Type out the data exactly as given. Skip any image.

§ Source information:
-.-.-
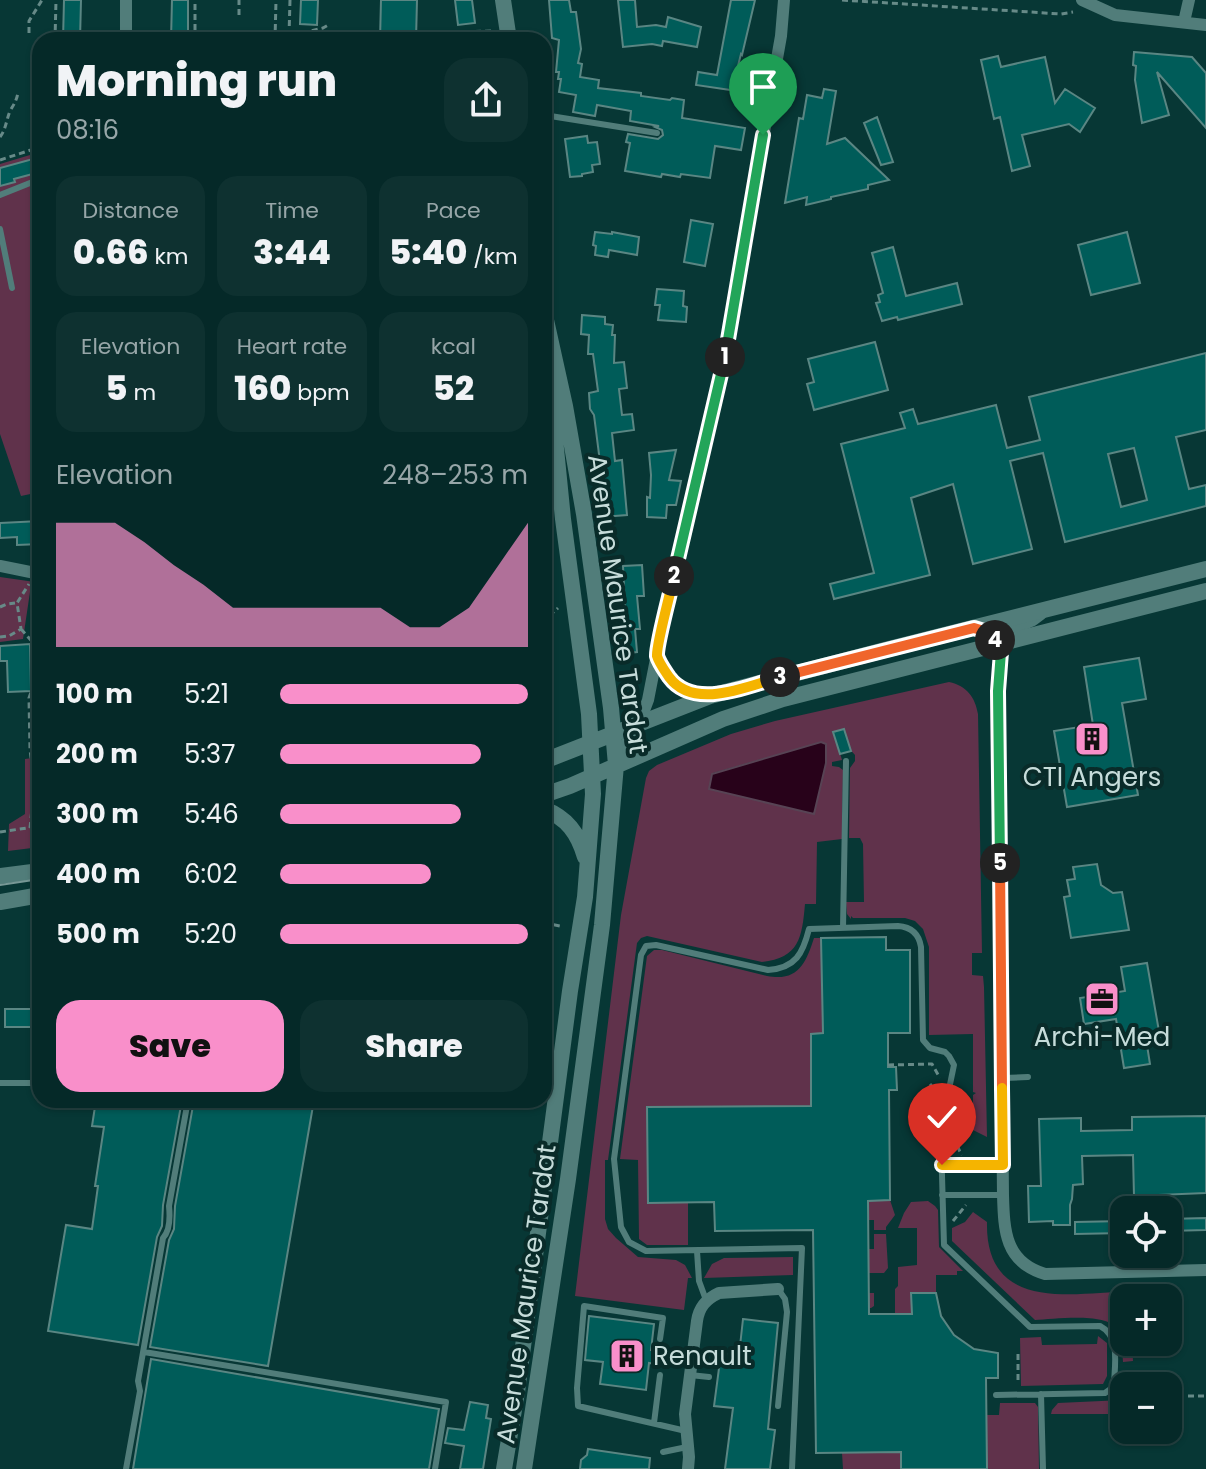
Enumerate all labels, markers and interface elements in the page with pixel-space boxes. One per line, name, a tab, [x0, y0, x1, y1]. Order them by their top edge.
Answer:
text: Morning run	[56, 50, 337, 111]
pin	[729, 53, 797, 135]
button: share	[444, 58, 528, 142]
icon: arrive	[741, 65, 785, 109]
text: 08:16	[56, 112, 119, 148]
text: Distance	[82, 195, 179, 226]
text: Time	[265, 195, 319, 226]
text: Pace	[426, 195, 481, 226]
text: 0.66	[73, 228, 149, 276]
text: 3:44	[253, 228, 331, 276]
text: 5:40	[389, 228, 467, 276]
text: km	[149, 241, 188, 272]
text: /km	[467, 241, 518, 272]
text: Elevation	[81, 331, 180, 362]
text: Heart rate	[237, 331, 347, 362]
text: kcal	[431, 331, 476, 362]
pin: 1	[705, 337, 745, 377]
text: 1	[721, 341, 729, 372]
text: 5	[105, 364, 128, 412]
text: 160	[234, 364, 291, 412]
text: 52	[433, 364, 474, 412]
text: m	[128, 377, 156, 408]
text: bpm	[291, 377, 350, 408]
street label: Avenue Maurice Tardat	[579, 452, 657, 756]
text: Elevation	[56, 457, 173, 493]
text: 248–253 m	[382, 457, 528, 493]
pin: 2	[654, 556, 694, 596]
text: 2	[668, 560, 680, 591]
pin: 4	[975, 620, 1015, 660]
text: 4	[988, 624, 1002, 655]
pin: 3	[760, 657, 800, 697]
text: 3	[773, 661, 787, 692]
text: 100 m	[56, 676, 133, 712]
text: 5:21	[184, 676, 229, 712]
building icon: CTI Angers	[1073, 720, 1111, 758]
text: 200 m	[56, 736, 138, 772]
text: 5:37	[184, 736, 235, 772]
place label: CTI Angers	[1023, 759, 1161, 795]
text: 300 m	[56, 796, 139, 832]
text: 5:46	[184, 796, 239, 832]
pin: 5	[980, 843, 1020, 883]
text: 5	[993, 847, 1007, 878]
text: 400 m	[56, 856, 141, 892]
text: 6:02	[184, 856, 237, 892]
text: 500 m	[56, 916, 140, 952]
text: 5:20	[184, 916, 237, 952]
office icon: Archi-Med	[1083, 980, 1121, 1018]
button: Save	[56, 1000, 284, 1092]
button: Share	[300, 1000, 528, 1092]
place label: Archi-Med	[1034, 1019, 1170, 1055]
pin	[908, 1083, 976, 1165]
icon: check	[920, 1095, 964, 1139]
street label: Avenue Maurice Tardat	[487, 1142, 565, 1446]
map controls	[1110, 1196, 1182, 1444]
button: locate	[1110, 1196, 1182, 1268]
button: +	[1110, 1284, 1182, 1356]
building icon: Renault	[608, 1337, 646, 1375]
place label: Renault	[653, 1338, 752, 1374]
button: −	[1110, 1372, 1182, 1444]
-.-.-
§ Task response:
Enumerate all labels, markers and interface elements in the page with pixel-space boxes. One per line, name, a tab, [x0, y0, x1, y1]. Order them by their top edge.
Answer:
text: Morning run	[56, 50, 337, 111]
pin	[729, 53, 797, 135]
button: share	[444, 58, 528, 142]
icon: arrive	[741, 65, 785, 109]
text: 08:16	[56, 112, 119, 148]
text: Distance	[82, 195, 179, 226]
text: Time	[265, 195, 319, 226]
text: Pace	[426, 195, 481, 226]
text: 0.66	[73, 228, 149, 276]
text: 3:44	[253, 228, 331, 276]
text: 5:40	[389, 228, 467, 276]
text: km	[149, 241, 188, 272]
text: /km	[467, 241, 518, 272]
text: Elevation	[81, 331, 180, 362]
text: Heart rate	[237, 331, 347, 362]
text: kcal	[431, 331, 476, 362]
pin: 1	[705, 337, 745, 377]
text: 1	[721, 341, 729, 372]
text: 5	[105, 364, 128, 412]
text: 160	[234, 364, 291, 412]
text: 52	[433, 364, 474, 412]
text: m	[128, 377, 156, 408]
text: bpm	[291, 377, 350, 408]
street label: Avenue Maurice Tardat	[579, 452, 657, 756]
text: Elevation	[56, 457, 173, 493]
text: 248–253 m	[382, 457, 528, 493]
pin: 2	[654, 556, 694, 596]
text: 2	[668, 560, 680, 591]
pin: 4	[975, 620, 1015, 660]
text: 4	[988, 624, 1002, 655]
pin: 3	[760, 657, 800, 697]
text: 3	[773, 661, 787, 692]
text: 100 m	[56, 676, 133, 712]
text: 5:21	[184, 676, 229, 712]
building icon: CTI Angers	[1073, 720, 1111, 758]
text: 200 m	[56, 736, 138, 772]
text: 5:37	[184, 736, 235, 772]
place label: CTI Angers	[1023, 759, 1161, 795]
text: 300 m	[56, 796, 139, 832]
text: 5:46	[184, 796, 239, 832]
pin: 5	[980, 843, 1020, 883]
text: 5	[993, 847, 1007, 878]
text: 400 m	[56, 856, 141, 892]
text: 6:02	[184, 856, 237, 892]
text: 500 m	[56, 916, 140, 952]
text: 5:20	[184, 916, 237, 952]
office icon: Archi-Med	[1083, 980, 1121, 1018]
button: Save	[56, 1000, 284, 1092]
button: Share	[300, 1000, 528, 1092]
place label: Archi-Med	[1034, 1019, 1170, 1055]
pin	[908, 1083, 976, 1165]
icon: check	[920, 1095, 964, 1139]
street label: Avenue Maurice Tardat	[487, 1142, 565, 1446]
map controls	[1110, 1196, 1182, 1444]
button: locate	[1110, 1196, 1182, 1268]
button: +	[1110, 1284, 1182, 1356]
building icon: Renault	[608, 1337, 646, 1375]
place label: Renault	[653, 1338, 752, 1374]
button: −	[1110, 1372, 1182, 1444]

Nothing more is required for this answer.